車両規定が長さ190cm以下/幅60cm以下とありますが、これ、自転車の車両規定と同じなんです。実は自転車にもちゃんと車両規定があります。
「キックボードのための規制緩和」という狭い視点じゃ無くて「低速で自走可能な乗り物全般」と理解する方が自然だと思います。
(色々会議の資料を見ると、初期の会議では小型低速車の規定の中に「4人乗りのEVマイクロカー」なんてのも免許不要で入れろーって要望もあったようです。まぁ却下されて妥当かと。)
今までは「自走可能な乗り物はすべて原付以上」という扱いが、「自走可能だが自転車相当の能力で自転車相当の車格であれば自転車相当に扱う」という緩和内容なんだと見ています。違うかもしれんけど。
検討会議の資料には低速小型車の中にセグウェイも載ってましたが、セグウェイ登場から20年近くかかってようやく法律の改正が追いついた…って遅いなぁ。
キックボードの危険性と行政・自治体への訴訟
話を小型低速車全般から、キックボード固有に戻すとして、ネットには早速キックボードの危険性について色々上がってます。よく目にするのが前輪が小さい為に、段差につまずくと前転してしまうと言うもの。

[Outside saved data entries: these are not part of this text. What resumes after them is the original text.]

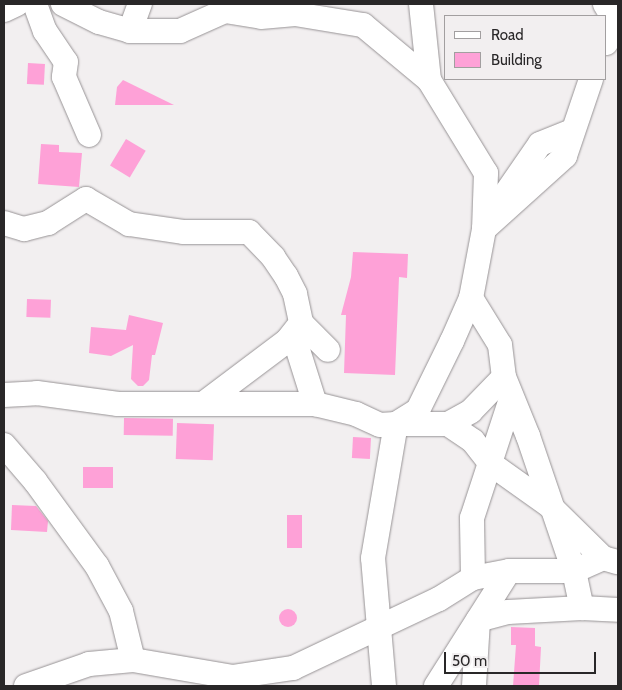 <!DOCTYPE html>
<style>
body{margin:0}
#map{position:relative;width:622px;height:690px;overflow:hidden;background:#f2eff0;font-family:Cabin,sans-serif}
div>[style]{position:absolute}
.building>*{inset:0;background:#fea1d7;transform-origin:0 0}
.round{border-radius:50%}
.roads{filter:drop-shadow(0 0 1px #979395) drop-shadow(0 0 1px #979395)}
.street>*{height:24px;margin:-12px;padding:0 12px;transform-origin:12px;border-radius:12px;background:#fff}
span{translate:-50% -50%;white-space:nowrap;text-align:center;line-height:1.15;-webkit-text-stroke:4px #f2eff0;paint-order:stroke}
.frame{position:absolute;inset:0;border:5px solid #292728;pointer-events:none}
.legend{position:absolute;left:444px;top:15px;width:162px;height:65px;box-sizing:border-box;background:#f2eff0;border:1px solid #a29fa0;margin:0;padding:6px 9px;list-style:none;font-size:15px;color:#292728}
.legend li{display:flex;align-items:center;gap:10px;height:25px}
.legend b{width:25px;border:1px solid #a29fa0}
.scale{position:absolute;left:444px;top:652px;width:152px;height:22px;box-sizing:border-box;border:2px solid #292728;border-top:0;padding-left:6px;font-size:15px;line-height:18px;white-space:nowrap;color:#292728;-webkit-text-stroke:4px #f2eff0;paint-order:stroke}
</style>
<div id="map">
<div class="building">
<i style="left:28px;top:63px;width:17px;height:21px;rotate:3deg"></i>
<i style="clip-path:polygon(123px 80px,174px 105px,115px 105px,117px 87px)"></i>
<i style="left:126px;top:139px;width:23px;height:31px;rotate:31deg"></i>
<i style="clip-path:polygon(41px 144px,59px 145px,59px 152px,82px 153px,79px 187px,38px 184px)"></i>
<i style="clip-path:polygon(353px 252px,408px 254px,407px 278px,399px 277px,395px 375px,344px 373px,346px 315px,341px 315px,351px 277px)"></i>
<i style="left:27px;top:299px;width:24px;height:18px;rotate:2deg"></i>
<i style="clip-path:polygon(129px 315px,163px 323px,155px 355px,152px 355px,149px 380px,143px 386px,138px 386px,131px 379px,133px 345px,111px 356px,89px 353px,91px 327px,126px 330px)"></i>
<i style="left:124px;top:418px;width:49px;height:17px;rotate:1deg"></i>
<i style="left:177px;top:423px;width:37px;height:36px;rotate:2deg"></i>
<i style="left:353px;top:437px;width:18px;height:21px;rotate:3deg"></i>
<i style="left:83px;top:467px;width:30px;height:21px"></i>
<i style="clip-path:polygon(12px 505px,36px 506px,48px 521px,47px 532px,11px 530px)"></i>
<i style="left:287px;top:515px;width:15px;height:33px"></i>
<i class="round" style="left:279px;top:609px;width:18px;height:18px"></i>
<i style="clip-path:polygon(511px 627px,535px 628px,535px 646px,541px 647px,539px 686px,513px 686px,516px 645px,511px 645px)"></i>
</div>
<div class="roads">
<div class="street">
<i style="left:35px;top:4px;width:29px;rotate:70deg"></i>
<i style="left:45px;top:31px;width:37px;rotate:56deg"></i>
<i style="left:66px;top:62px;width:15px;rotate:98deg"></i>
<i style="left:64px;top:77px;width:63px;rotate:66.7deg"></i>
<i style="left:63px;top:4px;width:40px;rotate:26.6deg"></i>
<i style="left:99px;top:22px;width:32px;rotate:16deg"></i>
<i style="left:130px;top:31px;width:50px"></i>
<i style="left:180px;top:31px;width:49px;rotate:-24deg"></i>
<i style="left:225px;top:11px;width:36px;rotate:9deg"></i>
<i style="left:261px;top:17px;width:34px;rotate:-5deg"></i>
<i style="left:295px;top:14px;width:69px;rotate:9.2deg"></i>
<i style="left:363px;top:25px;width:86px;rotate:39.8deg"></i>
<i style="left:421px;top:4px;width:76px;rotate:84deg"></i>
<i style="left:429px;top:80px;width:109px;rotate:58.5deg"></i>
<i style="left:486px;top:173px;width:56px;rotate:92deg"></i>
<i style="left:605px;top:4px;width:26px;rotate:59deg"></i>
<i style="left:4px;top:10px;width:14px;rotate:-25deg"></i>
<i style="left:130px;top:31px;width:29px;rotate:-70deg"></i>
<i style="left:606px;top:43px;width:21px;rotate:-59deg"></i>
<i style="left:497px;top:206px;width:75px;rotate:-55.3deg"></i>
<i style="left:540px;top:144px;width:35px;rotate:-22deg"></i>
<i style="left:4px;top:223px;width:21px;rotate:17deg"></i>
<i style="left:24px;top:229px;width:25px;rotate:-14deg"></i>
<i style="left:48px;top:223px;width:45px;rotate:-32.3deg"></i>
<i style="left:86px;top:199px;width:50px;rotate:30.2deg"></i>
<i style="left:129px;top:224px;width:56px;rotate:8.3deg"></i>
<i style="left:184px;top:232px;width:65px"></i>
<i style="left:249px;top:232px;width:35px;rotate:46deg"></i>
<i style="left:273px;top:257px;width:23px;rotate:56deg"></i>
<i style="left:286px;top:276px;width:20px;rotate:63deg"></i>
<i style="left:295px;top:294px;width:30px;rotate:78deg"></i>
<i style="left:301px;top:323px;width:38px;rotate:45deg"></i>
<i style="left:471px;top:298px;width:55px;rotate:58.3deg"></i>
<i style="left:500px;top:345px;width:32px;rotate:83deg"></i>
<i style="left:504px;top:377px;width:64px;rotate:67.9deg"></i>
<i style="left:528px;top:436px;width:143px;rotate:71.2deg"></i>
<i style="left:574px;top:571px;width:38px;rotate:78deg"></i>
<i style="left:301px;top:323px;width:27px;rotate:96deg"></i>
<i style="left:298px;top:350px;width:57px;rotate:72.5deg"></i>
<i style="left:4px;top:395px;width:33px;rotate:-3deg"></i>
<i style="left:37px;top:393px;width:82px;rotate:7.7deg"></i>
<i style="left:118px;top:404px;width:197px"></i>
<i style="left:315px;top:404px;width:42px;rotate:13.7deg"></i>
<i style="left:356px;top:414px;width:26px;rotate:25deg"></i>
<i style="left:380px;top:425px;width:16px;rotate:-4deg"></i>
<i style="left:396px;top:424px;width:26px;rotate:-32deg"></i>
<i style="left:418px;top:410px;width:77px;rotate:-63.8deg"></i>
<i style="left:452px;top:341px;width:47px;rotate:-66.2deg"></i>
<i style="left:471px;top:298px;width:70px;rotate:-79.3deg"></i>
<i style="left:484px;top:229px;width:109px;rotate:-42deg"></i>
<i style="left:565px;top:156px;width:81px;rotate:-71.3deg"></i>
<i style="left:203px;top:404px;width:105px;rotate:-36.9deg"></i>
<i style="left:287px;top:341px;width:23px;rotate:-52deg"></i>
<i style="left:448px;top:424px;width:26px;rotate:-29deg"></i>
<i style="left:471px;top:411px;width:47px;rotate:-45.9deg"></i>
<i style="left:4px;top:445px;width:48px;rotate:49.3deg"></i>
<i style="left:35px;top:481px;width:105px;rotate:53.9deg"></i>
<i style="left:97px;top:566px;width:51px;rotate:61.9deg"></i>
<i style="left:121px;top:611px;width:50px;rotate:76.2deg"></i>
<i style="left:473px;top:578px;width:60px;rotate:-91deg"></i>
<i style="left:472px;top:518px;width:125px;rotate:-71.9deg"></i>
<i style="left:26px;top:686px;width:67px;rotate:-19.2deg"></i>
<i style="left:89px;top:664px;width:44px;rotate:-5.2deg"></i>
<i style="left:133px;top:660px;width:100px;rotate:9.7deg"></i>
<i style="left:232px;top:677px;width:62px;rotate:-8.4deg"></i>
<i style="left:293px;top:668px;width:161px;rotate:-25.3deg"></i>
<i style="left:439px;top:599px;width:40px;rotate:-32deg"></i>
<i style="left:473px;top:578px;width:37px;rotate:-11deg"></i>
<i style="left:509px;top:571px;width:65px"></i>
<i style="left:574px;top:571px;width:32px;rotate:-24deg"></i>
<i style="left:384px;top:686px;width:128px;rotate:-94.9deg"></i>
<i style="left:373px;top:558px;width:136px;rotate:-80.3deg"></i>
<i style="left:396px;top:424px;width:52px"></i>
<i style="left:448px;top:424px;width:30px;rotate:34deg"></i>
<i style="left:473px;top:441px;width:29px;rotate:52deg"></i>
<i style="left:491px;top:464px;width:72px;rotate:35.4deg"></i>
<i style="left:550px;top:506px;width:74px;rotate:44.5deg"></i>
<i style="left:603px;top:558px;width:15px;rotate:16deg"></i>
<i style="left:436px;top:686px;width:136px;rotate:-57.6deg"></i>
<i style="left:474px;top:686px;width:66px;rotate:-86.5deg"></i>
<i style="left:478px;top:620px;width:31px;rotate:-15deg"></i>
<i style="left:508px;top:612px;width:74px;rotate:-3.1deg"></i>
<i style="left:582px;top:608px;width:36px;rotate:3deg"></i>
</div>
</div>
<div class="frame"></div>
<ul class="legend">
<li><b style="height:6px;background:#fff"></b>Road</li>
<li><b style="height:14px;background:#fea1d7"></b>Building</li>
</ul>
<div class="scale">50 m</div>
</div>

キックボードは速度を切替えることによって、歩道は6km/h、車道は20km/hで走行できるようになるようです。
発案側としては「凸凹の多い歩道は十分に速度が低いから危険性外低い」「車道は整備されていて凸凹が無いから速度を上げても危険性が低い」だいたいそんな意図なのかと思います。
皆が知っての通り、国道はまだしも都道府県道、市町村道に至っては穴ぼこや段差は放置され放題。地方自治体の能力や予算の都合もあるでしょう。

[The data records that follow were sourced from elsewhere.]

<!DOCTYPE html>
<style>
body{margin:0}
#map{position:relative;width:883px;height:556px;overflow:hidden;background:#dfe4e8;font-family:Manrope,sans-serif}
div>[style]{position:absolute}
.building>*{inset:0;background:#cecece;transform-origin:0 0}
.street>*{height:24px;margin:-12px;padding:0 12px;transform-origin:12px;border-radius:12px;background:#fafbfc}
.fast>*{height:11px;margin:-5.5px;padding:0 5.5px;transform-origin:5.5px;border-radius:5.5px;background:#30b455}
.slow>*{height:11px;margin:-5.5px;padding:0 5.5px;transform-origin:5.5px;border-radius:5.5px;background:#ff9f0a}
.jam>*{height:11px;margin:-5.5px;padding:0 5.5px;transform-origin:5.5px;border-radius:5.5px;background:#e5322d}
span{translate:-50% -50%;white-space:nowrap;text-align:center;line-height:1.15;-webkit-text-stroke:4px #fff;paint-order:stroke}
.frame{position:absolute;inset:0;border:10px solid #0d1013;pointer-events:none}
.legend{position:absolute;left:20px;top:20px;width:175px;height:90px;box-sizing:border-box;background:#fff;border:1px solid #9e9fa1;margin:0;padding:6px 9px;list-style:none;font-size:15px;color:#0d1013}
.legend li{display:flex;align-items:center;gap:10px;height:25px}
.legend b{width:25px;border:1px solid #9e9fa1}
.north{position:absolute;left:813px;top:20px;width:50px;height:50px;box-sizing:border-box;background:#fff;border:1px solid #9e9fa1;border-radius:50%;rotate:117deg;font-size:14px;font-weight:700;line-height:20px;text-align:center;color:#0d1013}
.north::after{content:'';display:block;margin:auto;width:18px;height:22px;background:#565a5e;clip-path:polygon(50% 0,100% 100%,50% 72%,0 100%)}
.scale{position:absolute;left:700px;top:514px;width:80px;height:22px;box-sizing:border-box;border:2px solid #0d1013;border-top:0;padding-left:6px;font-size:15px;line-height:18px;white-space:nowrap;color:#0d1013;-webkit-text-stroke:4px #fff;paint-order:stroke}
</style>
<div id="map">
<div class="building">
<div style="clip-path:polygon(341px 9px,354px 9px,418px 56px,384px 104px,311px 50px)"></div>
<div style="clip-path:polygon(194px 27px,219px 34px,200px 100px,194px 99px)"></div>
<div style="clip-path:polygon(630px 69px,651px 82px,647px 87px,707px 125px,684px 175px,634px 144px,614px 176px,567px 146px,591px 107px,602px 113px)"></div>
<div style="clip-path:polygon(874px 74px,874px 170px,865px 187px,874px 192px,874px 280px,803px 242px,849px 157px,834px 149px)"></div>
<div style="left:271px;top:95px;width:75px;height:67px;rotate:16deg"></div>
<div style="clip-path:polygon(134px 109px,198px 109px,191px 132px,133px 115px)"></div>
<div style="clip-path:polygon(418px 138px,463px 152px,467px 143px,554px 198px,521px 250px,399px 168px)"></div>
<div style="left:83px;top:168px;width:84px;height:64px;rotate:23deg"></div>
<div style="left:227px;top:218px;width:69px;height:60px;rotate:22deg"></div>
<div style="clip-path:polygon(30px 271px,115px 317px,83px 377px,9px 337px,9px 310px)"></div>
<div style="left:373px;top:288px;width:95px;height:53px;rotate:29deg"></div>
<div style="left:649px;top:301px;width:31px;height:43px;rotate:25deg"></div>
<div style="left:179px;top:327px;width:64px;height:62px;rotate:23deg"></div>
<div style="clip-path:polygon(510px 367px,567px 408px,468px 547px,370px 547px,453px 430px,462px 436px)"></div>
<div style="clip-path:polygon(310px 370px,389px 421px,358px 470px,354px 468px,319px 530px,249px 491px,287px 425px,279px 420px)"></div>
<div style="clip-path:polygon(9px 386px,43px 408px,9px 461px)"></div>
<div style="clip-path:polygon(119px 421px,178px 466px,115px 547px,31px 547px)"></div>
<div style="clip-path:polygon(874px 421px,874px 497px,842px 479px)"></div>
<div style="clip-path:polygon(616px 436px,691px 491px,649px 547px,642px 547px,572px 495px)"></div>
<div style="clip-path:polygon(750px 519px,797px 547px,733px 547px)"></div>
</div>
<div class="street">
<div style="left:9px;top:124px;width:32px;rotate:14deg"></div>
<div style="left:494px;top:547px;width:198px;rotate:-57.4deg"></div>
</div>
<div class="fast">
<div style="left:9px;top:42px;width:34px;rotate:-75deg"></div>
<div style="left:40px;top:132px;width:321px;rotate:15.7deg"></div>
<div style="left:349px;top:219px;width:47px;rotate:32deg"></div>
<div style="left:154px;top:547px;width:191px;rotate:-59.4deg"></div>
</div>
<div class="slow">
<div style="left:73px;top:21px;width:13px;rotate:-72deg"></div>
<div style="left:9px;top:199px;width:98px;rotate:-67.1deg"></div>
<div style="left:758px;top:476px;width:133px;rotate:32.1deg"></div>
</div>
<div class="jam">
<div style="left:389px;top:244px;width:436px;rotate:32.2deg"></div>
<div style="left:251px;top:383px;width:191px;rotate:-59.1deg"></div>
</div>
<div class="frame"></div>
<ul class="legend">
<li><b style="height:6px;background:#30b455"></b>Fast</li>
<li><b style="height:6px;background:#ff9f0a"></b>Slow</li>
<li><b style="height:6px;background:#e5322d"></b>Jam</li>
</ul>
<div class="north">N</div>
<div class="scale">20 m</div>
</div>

そんなわけで「補修されていない道路の欠陥に基づく訴訟」が増えるのでは?と。今まででも自転車で事故起きて道路管理者が賠償責任を負うパターンがいくつかありました。
道路欠陥に起因する事故が増えたところで、悪いのは規制緩和した警察庁ではなく、そもそもの道路欠陥を放置している道路管理者(≒行政・自治体)が悪い、という理屈に出来ます。
今回の規制緩和については、観光収入を増やしたい地方自治体の要望もあったみたいですけど、その当たりの自覚はどうなんだろう…と思ったり。